## EXERCISE REQUIREMENTS
Could you repeat every record exactly as it appears?

____

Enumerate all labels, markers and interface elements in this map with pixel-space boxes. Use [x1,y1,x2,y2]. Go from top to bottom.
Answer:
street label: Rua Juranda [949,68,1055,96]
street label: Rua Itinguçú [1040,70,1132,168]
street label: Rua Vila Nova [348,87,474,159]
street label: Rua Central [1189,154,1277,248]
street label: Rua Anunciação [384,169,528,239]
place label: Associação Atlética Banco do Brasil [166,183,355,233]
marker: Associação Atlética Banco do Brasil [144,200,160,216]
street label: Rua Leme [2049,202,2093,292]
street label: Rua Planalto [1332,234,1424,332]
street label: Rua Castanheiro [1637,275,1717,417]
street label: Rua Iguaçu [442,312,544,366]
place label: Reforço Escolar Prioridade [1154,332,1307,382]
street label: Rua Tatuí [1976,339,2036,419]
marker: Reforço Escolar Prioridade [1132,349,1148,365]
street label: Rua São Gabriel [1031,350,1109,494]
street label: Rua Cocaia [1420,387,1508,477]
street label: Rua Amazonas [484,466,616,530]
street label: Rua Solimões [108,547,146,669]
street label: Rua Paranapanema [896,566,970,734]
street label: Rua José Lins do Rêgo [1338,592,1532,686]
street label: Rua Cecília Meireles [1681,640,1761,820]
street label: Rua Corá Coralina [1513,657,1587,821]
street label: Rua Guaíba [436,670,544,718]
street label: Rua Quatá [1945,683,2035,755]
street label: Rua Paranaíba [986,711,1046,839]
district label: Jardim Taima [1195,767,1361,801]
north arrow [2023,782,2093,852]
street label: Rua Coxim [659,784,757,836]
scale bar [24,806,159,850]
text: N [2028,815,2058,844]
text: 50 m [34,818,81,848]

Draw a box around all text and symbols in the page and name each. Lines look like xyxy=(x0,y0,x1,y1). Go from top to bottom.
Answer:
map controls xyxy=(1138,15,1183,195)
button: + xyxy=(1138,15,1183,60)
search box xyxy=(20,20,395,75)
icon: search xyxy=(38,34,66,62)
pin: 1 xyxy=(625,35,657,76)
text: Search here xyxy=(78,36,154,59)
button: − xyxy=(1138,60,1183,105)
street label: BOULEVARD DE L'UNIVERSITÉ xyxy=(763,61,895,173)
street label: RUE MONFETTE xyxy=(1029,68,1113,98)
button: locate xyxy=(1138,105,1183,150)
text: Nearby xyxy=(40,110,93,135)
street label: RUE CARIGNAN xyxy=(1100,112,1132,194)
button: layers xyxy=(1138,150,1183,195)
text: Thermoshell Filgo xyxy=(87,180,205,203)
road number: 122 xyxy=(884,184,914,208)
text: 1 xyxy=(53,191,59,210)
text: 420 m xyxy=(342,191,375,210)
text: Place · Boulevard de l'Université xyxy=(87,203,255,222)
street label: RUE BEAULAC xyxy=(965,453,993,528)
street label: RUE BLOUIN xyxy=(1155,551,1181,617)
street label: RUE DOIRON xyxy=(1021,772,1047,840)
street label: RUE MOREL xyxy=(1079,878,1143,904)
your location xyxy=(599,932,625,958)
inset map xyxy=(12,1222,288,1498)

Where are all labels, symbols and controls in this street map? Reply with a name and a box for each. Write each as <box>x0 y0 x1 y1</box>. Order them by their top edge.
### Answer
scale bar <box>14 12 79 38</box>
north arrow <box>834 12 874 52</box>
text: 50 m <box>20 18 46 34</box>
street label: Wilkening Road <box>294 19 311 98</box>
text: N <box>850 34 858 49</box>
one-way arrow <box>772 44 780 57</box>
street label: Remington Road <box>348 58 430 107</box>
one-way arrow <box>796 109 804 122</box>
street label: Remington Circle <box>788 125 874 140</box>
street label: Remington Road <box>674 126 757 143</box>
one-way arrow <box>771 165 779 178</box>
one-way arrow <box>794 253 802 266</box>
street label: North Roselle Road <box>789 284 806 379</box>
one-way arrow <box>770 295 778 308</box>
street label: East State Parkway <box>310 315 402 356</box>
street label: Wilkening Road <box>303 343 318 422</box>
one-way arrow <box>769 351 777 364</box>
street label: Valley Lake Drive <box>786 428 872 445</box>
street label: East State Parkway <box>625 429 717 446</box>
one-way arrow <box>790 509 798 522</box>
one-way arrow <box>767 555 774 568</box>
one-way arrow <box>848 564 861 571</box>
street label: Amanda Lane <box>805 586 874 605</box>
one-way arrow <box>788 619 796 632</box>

____

## OUTPUT FOR THIS TASK
Enumerate all labels, markers and interface elements in this map with pixel-space boxes. Use [x1,y1,x2,y2]. Go from top to bottom.
Answer:
street label: Rua Juranda [949,68,1055,96]
street label: Rua Itinguçú [1040,70,1132,168]
street label: Rua Vila Nova [348,87,474,159]
street label: Rua Central [1189,154,1277,248]
street label: Rua Anunciação [384,169,528,239]
place label: Associação Atlética Banco do Brasil [166,183,355,233]
marker: Associação Atlética Banco do Brasil [144,200,160,216]
street label: Rua Leme [2049,202,2093,292]
street label: Rua Planalto [1332,234,1424,332]
street label: Rua Castanheiro [1637,275,1717,417]
street label: Rua Iguaçu [442,312,544,366]
place label: Reforço Escolar Prioridade [1154,332,1307,382]
street label: Rua Tatuí [1976,339,2036,419]
marker: Reforço Escolar Prioridade [1132,349,1148,365]
street label: Rua São Gabriel [1031,350,1109,494]
street label: Rua Cocaia [1420,387,1508,477]
street label: Rua Amazonas [484,466,616,530]
street label: Rua Solimões [108,547,146,669]
street label: Rua Paranapanema [896,566,970,734]
street label: Rua José Lins do Rêgo [1338,592,1532,686]
street label: Rua Cecília Meireles [1681,640,1761,820]
street label: Rua Corá Coralina [1513,657,1587,821]
street label: Rua Guaíba [436,670,544,718]
street label: Rua Quatá [1945,683,2035,755]
street label: Rua Paranaíba [986,711,1046,839]
district label: Jardim Taima [1195,767,1361,801]
north arrow [2023,782,2093,852]
street label: Rua Coxim [659,784,757,836]
scale bar [24,806,159,850]
text: N [2028,815,2058,844]
text: 50 m [34,818,81,848]

Draw a box around all text and symbols in the page and name each. Lines look like xyxy=(x0,y0,x1,y1). Go from top to bottom.
Answer:
map controls xyxy=(1138,15,1183,195)
button: + xyxy=(1138,15,1183,60)
search box xyxy=(20,20,395,75)
icon: search xyxy=(38,34,66,62)
pin: 1 xyxy=(625,35,657,76)
text: Search here xyxy=(78,36,154,59)
button: − xyxy=(1138,60,1183,105)
street label: BOULEVARD DE L'UNIVERSITÉ xyxy=(763,61,895,173)
street label: RUE MONFETTE xyxy=(1029,68,1113,98)
button: locate xyxy=(1138,105,1183,150)
text: Nearby xyxy=(40,110,93,135)
street label: RUE CARIGNAN xyxy=(1100,112,1132,194)
button: layers xyxy=(1138,150,1183,195)
text: Thermoshell Filgo xyxy=(87,180,205,203)
road number: 122 xyxy=(884,184,914,208)
text: 1 xyxy=(53,191,59,210)
text: 420 m xyxy=(342,191,375,210)
text: Place · Boulevard de l'Université xyxy=(87,203,255,222)
street label: RUE BEAULAC xyxy=(965,453,993,528)
street label: RUE BLOUIN xyxy=(1155,551,1181,617)
street label: RUE DOIRON xyxy=(1021,772,1047,840)
street label: RUE MOREL xyxy=(1079,878,1143,904)
your location xyxy=(599,932,625,958)
inset map xyxy=(12,1222,288,1498)

Where are all labels, symbols and controls in this street map? Reply with a name and a box for each. Write each as <box>x0 y0 x1 y1</box>. Order them by their top edge.
### Answer
scale bar <box>14 12 79 38</box>
north arrow <box>834 12 874 52</box>
text: 50 m <box>20 18 46 34</box>
street label: Wilkening Road <box>294 19 311 98</box>
text: N <box>850 34 858 49</box>
one-way arrow <box>772 44 780 57</box>
street label: Remington Road <box>348 58 430 107</box>
one-way arrow <box>796 109 804 122</box>
street label: Remington Circle <box>788 125 874 140</box>
street label: Remington Road <box>674 126 757 143</box>
one-way arrow <box>771 165 779 178</box>
one-way arrow <box>794 253 802 266</box>
street label: North Roselle Road <box>789 284 806 379</box>
one-way arrow <box>770 295 778 308</box>
street label: East State Parkway <box>310 315 402 356</box>
street label: Wilkening Road <box>303 343 318 422</box>
one-way arrow <box>769 351 777 364</box>
street label: Valley Lake Drive <box>786 428 872 445</box>
street label: East State Parkway <box>625 429 717 446</box>
one-way arrow <box>790 509 798 522</box>
one-way arrow <box>767 555 774 568</box>
one-way arrow <box>848 564 861 571</box>
street label: Amanda Lane <box>805 586 874 605</box>
one-way arrow <box>788 619 796 632</box>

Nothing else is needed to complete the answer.